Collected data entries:
= = = =

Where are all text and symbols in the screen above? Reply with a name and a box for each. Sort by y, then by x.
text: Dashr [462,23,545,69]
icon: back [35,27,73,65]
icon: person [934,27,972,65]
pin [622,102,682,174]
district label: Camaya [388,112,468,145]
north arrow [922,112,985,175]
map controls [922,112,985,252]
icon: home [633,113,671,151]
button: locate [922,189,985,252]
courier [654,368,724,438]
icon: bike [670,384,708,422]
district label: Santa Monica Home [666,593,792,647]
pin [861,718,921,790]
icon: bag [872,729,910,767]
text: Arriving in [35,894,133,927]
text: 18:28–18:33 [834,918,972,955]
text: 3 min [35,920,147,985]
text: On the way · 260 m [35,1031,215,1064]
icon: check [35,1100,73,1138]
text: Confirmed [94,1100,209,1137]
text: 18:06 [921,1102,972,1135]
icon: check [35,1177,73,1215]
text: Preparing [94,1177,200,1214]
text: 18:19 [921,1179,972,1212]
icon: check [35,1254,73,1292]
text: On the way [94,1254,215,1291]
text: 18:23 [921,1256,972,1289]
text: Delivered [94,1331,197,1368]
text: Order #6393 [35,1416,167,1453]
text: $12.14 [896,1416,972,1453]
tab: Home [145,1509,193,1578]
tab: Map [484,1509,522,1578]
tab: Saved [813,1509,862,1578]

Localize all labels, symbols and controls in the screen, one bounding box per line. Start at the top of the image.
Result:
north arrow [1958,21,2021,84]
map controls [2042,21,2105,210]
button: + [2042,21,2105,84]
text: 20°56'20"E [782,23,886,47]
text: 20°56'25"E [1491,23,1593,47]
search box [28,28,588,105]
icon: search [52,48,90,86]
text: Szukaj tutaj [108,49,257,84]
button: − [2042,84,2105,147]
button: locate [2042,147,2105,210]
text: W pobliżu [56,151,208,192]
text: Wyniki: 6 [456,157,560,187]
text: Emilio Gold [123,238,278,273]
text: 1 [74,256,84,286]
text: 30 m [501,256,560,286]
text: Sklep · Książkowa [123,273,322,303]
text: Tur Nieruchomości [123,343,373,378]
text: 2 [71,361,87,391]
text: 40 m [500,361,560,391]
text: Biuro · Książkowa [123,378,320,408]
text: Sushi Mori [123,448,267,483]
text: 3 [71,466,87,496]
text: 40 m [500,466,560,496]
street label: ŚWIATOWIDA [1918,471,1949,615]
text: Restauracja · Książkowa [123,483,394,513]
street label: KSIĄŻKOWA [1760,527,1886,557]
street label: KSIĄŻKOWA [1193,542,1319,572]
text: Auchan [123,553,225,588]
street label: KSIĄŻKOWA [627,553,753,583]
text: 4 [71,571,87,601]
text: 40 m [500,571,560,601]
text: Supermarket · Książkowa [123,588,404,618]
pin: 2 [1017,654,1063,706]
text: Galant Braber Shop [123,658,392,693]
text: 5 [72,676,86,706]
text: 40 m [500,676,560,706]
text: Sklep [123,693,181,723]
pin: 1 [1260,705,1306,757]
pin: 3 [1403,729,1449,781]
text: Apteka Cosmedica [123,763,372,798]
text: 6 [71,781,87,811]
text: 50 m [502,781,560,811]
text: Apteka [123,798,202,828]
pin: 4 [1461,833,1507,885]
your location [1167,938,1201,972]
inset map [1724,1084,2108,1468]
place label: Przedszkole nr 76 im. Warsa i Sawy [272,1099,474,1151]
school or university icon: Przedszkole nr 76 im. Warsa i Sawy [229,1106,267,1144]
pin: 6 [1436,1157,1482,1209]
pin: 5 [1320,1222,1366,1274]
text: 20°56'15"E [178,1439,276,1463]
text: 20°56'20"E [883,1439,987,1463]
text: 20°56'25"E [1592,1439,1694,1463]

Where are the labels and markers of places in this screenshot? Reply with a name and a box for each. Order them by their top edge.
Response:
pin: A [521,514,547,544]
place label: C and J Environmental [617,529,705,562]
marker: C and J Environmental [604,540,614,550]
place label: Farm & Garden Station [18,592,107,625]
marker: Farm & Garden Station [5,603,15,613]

= = = =

> _REQUIRED WORK_:
Apply a filter for "locate" to the data above, then copy each line that matches.

> _RESPONSE_:
button: locate [922,189,985,252]
button: locate [2042,147,2105,210]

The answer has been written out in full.